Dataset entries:
***
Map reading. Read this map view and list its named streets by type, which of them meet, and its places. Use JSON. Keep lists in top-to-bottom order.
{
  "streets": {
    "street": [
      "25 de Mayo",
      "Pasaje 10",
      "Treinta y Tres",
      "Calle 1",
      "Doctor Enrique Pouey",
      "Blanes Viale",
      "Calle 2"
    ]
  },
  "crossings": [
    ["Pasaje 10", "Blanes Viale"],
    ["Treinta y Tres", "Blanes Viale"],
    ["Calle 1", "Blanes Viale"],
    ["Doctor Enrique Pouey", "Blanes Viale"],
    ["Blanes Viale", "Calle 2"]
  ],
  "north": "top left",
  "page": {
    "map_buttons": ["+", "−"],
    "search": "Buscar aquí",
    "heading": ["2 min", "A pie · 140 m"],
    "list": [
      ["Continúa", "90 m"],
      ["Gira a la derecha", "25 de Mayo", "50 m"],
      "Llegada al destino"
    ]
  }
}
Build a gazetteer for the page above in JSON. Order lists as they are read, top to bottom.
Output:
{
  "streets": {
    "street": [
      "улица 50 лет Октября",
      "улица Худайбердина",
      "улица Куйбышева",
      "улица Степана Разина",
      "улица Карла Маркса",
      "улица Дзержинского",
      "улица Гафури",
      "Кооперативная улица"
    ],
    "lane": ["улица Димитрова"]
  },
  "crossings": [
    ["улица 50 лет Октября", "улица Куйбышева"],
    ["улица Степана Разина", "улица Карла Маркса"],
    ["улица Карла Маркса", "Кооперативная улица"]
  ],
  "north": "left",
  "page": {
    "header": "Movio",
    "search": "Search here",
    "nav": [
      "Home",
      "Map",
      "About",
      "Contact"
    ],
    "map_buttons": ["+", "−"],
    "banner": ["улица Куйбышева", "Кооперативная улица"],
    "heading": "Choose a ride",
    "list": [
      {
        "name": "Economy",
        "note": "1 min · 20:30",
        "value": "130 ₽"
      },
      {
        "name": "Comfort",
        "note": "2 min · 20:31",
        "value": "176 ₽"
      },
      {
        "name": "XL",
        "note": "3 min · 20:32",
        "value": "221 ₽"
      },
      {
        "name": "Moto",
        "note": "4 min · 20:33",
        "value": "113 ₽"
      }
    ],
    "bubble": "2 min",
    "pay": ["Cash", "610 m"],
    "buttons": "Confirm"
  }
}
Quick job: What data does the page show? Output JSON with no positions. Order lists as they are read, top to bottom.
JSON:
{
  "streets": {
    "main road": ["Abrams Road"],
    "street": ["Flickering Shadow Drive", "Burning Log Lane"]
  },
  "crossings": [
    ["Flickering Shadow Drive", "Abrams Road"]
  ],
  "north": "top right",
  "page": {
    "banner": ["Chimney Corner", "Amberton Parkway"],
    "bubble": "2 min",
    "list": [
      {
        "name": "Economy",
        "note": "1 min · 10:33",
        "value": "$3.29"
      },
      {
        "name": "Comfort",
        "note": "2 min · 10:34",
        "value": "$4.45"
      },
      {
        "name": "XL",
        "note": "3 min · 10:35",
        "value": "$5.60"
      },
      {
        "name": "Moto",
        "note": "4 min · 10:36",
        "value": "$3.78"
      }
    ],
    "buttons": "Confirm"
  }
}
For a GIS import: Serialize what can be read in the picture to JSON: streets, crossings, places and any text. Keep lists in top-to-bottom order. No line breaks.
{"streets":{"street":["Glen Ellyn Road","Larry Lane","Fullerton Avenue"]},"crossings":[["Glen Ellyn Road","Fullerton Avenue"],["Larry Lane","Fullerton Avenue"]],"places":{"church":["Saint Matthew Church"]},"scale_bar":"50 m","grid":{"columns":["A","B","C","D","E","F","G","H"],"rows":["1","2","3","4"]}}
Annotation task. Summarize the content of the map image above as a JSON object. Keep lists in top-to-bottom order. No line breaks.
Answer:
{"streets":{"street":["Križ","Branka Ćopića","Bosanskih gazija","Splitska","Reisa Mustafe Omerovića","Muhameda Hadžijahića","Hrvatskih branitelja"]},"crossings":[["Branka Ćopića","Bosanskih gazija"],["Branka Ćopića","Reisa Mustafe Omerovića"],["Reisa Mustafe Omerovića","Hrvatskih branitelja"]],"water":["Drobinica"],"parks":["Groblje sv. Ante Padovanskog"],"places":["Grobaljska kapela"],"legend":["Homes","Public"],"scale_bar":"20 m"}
***
Your assignment:
Restate each record above word for word.

Answer for the task:
Map reading. Read this map view and list its named streets by type, which of them meet, and its places. Use JSON. Keep lists in top-to-bottom order.
{
  "streets": {
    "street": [
      "25 de Mayo",
      "Pasaje 10",
      "Treinta y Tres",
      "Calle 1",
      "Doctor Enrique Pouey",
      "Blanes Viale",
      "Calle 2"
    ]
  },
  "crossings": [
    ["Pasaje 10", "Blanes Viale"],
    ["Treinta y Tres", "Blanes Viale"],
    ["Calle 1", "Blanes Viale"],
    ["Doctor Enrique Pouey", "Blanes Viale"],
    ["Blanes Viale", "Calle 2"]
  ],
  "north": "top left",
  "page": {
    "map_buttons": ["+", "−"],
    "search": "Buscar aquí",
    "heading": ["2 min", "A pie · 140 m"],
    "list": [
      ["Continúa", "90 m"],
      ["Gira a la derecha", "25 de Mayo", "50 m"],
      "Llegada al destino"
    ]
  }
}
Build a gazetteer for the page above in JSON. Order lists as they are read, top to bottom.
Output:
{
  "streets": {
    "street": [
      "улица 50 лет Октября",
      "улица Худайбердина",
      "улица Куйбышева",
      "улица Степана Разина",
      "улица Карла Маркса",
      "улица Дзержинского",
      "улица Гафури",
      "Кооперативная улица"
    ],
    "lane": ["улица Димитрова"]
  },
  "crossings": [
    ["улица 50 лет Октября", "улица Куйбышева"],
    ["улица Степана Разина", "улица Карла Маркса"],
    ["улица Карла Маркса", "Кооперативная улица"]
  ],
  "north": "left",
  "page": {
    "header": "Movio",
    "search": "Search here",
    "nav": [
      "Home",
      "Map",
      "About",
      "Contact"
    ],
    "map_buttons": ["+", "−"],
    "banner": ["улица Куйбышева", "Кооперативная улица"],
    "heading": "Choose a ride",
    "list": [
      {
        "name": "Economy",
        "note": "1 min · 20:30",
        "value": "130 ₽"
      },
      {
        "name": "Comfort",
        "note": "2 min · 20:31",
        "value": "176 ₽"
      },
      {
        "name": "XL",
        "note": "3 min · 20:32",
        "value": "221 ₽"
      },
      {
        "name": "Moto",
        "note": "4 min · 20:33",
        "value": "113 ₽"
      }
    ],
    "bubble": "2 min",
    "pay": ["Cash", "610 m"],
    "buttons": "Confirm"
  }
}
Quick job: What data does the page show? Output JSON with no positions. Order lists as they are read, top to bottom.
JSON:
{
  "streets": {
    "main road": ["Abrams Road"],
    "street": ["Flickering Shadow Drive", "Burning Log Lane"]
  },
  "crossings": [
    ["Flickering Shadow Drive", "Abrams Road"]
  ],
  "north": "top right",
  "page": {
    "banner": ["Chimney Corner", "Amberton Parkway"],
    "bubble": "2 min",
    "list": [
      {
        "name": "Economy",
        "note": "1 min · 10:33",
        "value": "$3.29"
      },
      {
        "name": "Comfort",
        "note": "2 min · 10:34",
        "value": "$4.45"
      },
      {
        "name": "XL",
        "note": "3 min · 10:35",
        "value": "$5.60"
      },
      {
        "name": "Moto",
        "note": "4 min · 10:36",
        "value": "$3.78"
      }
    ],
    "buttons": "Confirm"
  }
}
For a GIS import: Serialize what can be read in the picture to JSON: streets, crossings, places and any text. Keep lists in top-to-bottom order. No line breaks.
{"streets":{"street":["Glen Ellyn Road","Larry Lane","Fullerton Avenue"]},"crossings":[["Glen Ellyn Road","Fullerton Avenue"],["Larry Lane","Fullerton Avenue"]],"places":{"church":["Saint Matthew Church"]},"scale_bar":"50 m","grid":{"columns":["A","B","C","D","E","F","G","H"],"rows":["1","2","3","4"]}}
Annotation task. Summarize the content of the map image above as a JSON object. Keep lists in top-to-bottom order. No line breaks.
Answer:
{"streets":{"street":["Križ","Branka Ćopića","Bosanskih gazija","Splitska","Reisa Mustafe Omerovića","Muhameda Hadžijahića","Hrvatskih branitelja"]},"crossings":[["Branka Ćopića","Bosanskih gazija"],["Branka Ćopića","Reisa Mustafe Omerovića"],["Reisa Mustafe Omerovića","Hrvatskih branitelja"]],"water":["Drobinica"],"parks":["Groblje sv. Ante Padovanskog"],"places":["Grobaljska kapela"],"legend":["Homes","Public"],"scale_bar":"20 m"}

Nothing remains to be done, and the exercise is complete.